The end product was H.R. 12471. The bill was passed by the House and Senate overwhelmingly; the conference report was approved by both bodies again overwhelmingly. This legislation, Mr. President, was given close attention at each stage of the legislative process.

President Ford objects to the legislation. Last week before a journalists' group he called his objections "minor differences" that could be ironed out if Congress would go along. He intimated that his proposed changes were fresh and new and that Congress should look at them carefully, as if for the first time.

Unfortunately, the President's proposals, which he sent up a few weeks ago, are simply warmed-over agency suggestions which have been made time and again at each level of congressional deliberation. They involve the shopworn incantation that our bill threatens national security and imposes extreme burdens on the already overworked Federal bureaucracy. The difference is that now the old national security scare tactic and the bureaucrat's perennial lament of overwork have been emblazoned with a Presidential seal.

These proposals would give us more of precisely what our bill was carefully designed to avoid-more secrecy, more footdragging, and ultimately more Government irresponsibility. Let me discuss each of the administration objections and suggested changes in turn. First, the administration wants to tie the hands of Federal judges in reviewing executive classification decisions. This, we are told, is necessary to protect our national security.

This national security argument should be placed in its proper perspective. John Ehrlichman gave us a clue to how the executive branch views national security when he told President Nixon, during a discussion of the Ellsberg break-in, "I would put the national security tent over this whole operation." National security improvements to the San Clemente swimming pool; national security wiretaps on journalists; national security burglaries. The White House taped conversation of April 17, 1973, has the President summing up the Watergate coverup thusly.

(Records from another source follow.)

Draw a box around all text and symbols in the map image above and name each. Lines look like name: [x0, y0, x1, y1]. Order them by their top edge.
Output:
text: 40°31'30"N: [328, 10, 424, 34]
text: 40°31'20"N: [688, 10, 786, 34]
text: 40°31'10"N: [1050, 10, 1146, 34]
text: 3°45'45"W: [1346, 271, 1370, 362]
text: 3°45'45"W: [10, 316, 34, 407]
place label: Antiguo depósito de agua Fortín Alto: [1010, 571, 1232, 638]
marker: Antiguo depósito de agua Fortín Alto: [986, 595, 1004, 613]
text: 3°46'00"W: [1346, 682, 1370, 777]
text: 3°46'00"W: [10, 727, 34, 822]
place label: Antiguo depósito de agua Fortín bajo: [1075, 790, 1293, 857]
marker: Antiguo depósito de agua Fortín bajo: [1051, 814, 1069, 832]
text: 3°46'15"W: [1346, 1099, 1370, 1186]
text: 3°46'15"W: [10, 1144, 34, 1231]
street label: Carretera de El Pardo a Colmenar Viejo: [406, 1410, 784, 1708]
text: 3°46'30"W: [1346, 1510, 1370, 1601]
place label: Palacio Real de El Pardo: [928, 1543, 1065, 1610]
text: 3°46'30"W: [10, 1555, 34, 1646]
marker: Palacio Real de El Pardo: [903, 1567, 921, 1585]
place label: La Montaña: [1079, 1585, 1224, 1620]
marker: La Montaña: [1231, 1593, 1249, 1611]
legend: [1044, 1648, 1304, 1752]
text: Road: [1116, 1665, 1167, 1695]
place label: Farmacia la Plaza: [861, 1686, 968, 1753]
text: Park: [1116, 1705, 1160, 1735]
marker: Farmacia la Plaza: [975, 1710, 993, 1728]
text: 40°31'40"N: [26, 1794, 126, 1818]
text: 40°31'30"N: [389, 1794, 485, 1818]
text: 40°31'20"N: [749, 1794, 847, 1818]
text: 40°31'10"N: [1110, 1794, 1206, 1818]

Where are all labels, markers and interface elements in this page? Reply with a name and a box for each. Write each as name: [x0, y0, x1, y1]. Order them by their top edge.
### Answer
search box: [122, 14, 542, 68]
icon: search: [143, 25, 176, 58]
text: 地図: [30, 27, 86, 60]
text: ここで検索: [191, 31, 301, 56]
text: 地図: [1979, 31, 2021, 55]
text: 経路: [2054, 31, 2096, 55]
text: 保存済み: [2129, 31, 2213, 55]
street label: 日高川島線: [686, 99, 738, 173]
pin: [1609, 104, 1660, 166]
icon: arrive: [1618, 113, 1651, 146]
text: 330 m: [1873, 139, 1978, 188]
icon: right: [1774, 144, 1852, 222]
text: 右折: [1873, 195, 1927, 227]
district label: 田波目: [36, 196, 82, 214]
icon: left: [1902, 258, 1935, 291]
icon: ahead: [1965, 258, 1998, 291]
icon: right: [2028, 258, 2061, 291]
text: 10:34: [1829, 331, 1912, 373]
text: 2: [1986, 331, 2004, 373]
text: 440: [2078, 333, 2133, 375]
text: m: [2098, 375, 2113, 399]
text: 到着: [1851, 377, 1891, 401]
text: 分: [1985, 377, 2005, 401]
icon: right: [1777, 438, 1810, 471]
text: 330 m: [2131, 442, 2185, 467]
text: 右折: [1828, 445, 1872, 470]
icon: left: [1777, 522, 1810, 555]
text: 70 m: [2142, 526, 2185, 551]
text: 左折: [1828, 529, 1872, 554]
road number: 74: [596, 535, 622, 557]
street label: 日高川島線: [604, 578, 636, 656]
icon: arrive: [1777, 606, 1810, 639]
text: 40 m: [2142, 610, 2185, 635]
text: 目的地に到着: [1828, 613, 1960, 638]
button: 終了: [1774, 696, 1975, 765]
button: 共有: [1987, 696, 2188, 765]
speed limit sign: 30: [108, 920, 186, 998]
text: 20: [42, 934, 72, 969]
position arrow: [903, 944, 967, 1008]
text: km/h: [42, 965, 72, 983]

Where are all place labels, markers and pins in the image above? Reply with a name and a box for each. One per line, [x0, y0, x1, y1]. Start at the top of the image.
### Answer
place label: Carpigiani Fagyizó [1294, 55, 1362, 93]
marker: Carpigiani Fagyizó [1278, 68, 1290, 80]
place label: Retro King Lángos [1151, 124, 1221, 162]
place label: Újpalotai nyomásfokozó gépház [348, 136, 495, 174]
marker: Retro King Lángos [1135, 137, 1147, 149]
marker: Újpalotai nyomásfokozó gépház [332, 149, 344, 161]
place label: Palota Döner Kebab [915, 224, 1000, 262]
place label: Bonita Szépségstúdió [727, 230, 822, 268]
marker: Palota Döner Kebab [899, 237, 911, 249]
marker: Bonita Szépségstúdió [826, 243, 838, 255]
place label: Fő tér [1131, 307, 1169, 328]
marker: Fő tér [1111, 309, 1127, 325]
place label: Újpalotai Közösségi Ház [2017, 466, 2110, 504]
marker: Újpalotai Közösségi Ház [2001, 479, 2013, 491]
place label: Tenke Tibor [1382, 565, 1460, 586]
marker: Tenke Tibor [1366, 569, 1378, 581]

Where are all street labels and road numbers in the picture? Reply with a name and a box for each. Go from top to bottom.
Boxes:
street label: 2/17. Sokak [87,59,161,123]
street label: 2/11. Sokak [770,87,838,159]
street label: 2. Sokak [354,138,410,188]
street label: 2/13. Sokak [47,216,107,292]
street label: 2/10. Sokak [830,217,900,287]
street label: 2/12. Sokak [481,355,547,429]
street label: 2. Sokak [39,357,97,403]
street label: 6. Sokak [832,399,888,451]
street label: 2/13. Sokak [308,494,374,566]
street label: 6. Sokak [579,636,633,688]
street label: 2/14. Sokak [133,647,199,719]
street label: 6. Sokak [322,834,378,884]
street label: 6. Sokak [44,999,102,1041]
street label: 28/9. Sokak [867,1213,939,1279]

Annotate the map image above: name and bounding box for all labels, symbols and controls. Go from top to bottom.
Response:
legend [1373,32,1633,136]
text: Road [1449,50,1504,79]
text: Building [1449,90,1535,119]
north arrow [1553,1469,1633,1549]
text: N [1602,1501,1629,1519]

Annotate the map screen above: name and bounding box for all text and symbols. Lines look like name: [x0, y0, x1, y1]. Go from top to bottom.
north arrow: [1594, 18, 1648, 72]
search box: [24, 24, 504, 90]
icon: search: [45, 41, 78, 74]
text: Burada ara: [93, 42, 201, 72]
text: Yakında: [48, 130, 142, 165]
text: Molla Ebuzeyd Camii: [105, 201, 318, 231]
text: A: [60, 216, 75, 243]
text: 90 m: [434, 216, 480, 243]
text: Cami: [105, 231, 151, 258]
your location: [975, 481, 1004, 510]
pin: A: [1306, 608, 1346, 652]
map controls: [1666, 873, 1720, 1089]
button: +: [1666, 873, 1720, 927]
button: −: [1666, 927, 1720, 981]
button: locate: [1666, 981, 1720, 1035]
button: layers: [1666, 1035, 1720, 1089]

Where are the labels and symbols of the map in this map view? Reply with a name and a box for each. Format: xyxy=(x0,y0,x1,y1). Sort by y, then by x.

It is national security-national security area-and that is a national security problem.

What about the operation of the formal classification system, carried out under Executive order by Federal officials with specially delegated authority? The former President shed some light on this system too, when he said:

The controls which have been imposed on classification authority have proved unworkable, and classification has frequently served to conceal bureaucratic mistakes or to prevent embarrassment to officials and administrations.

We know too well how the classification system has been overused and misused. We know too well that of the millions of documents marked "secret," most should rightfully be open to scholars, journalists, and the interested public.

Yet the administration proposes to limit review of classification decisions, allowing courts to require disclosure only if the Government had no reasonable basis whatsoever to classify them. This would make the secrecy stamp again practically determinative.

The President writes the classification rules in his Executive order. If those rules are inadequate to protect important information vital to our national defense, then let the President change the rules. But make the Government abide by them. Judicial review means executive accountability. Judicial review will be effective only if a Federal judge is authorized to review classification decisions objectively, without any presumption in favor of secrecy. That is what our system of checks and balances is all about.

I think Senator Ervin best presented the issue of judicial review standards to the Senate during our debate on the original legislation—

The ground ought to be not whether a man has reached a wrong decision reasonably or unreasonably. It ought to be whether he had reached a wrong decision.

This bill is not going to endanger military secrets or defense information. It will not require disclosure of sensitive international negotiations or confidential military weapons research.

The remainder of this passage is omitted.